Data:
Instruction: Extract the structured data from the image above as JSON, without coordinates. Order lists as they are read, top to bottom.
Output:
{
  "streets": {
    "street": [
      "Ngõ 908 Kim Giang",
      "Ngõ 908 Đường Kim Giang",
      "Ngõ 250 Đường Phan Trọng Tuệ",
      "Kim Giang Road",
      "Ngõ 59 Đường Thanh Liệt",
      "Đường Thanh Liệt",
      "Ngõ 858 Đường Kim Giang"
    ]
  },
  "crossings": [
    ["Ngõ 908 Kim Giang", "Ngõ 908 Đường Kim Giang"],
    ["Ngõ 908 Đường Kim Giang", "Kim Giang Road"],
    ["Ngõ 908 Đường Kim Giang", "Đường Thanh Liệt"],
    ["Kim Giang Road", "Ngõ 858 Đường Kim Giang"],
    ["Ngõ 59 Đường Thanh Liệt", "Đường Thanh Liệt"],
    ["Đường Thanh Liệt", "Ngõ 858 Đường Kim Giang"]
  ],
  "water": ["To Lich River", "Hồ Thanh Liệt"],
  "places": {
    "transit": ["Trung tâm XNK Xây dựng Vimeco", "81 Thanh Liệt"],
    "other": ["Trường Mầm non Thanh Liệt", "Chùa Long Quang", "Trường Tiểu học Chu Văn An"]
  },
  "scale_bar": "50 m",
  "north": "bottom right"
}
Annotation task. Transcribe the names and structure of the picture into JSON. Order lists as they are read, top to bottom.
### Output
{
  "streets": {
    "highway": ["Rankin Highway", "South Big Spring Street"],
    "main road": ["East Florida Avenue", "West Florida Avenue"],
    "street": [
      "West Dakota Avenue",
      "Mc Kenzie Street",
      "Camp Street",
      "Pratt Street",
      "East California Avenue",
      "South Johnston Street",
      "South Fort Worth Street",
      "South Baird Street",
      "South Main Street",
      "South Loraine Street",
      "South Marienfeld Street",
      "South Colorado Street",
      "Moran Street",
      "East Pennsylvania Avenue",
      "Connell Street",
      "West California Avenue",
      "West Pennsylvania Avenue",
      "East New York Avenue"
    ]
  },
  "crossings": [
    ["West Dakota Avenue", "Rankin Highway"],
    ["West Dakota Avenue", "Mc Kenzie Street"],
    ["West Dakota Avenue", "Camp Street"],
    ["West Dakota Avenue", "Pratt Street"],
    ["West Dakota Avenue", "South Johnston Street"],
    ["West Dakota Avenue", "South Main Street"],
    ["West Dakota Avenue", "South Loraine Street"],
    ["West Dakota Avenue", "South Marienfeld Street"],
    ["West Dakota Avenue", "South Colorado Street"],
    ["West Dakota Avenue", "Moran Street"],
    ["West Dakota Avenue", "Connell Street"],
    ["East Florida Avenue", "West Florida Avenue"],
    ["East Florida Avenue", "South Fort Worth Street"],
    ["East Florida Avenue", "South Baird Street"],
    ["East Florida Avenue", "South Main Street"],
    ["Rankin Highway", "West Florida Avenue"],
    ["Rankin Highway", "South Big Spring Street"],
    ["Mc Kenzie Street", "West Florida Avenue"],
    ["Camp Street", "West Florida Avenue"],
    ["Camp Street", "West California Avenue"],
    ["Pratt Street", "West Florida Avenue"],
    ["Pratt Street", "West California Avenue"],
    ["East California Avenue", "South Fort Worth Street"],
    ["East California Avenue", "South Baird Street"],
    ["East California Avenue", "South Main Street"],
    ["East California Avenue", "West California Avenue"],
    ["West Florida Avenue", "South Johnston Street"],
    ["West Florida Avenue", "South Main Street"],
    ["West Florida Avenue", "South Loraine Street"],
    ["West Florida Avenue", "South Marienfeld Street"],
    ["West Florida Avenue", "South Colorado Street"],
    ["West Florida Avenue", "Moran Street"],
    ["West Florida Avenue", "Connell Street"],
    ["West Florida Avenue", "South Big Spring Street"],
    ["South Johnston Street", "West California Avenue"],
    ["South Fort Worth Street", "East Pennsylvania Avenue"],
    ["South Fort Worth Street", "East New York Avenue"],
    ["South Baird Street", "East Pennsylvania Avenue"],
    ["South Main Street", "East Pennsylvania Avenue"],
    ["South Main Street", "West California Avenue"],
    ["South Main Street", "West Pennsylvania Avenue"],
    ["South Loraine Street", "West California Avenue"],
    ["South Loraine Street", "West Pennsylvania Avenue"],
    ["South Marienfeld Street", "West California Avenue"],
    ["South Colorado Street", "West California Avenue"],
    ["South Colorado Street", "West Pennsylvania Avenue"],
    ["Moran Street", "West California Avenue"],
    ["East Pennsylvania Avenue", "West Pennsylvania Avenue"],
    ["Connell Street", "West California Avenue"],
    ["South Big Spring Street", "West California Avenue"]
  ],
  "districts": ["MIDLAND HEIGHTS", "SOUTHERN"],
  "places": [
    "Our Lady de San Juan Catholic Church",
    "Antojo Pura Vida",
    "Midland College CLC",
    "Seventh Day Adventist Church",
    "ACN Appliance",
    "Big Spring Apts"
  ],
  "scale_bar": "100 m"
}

Assignment: Count the lines of the listing above that include the word "Baird" and state the total with nothing else.

Completed exercise: 4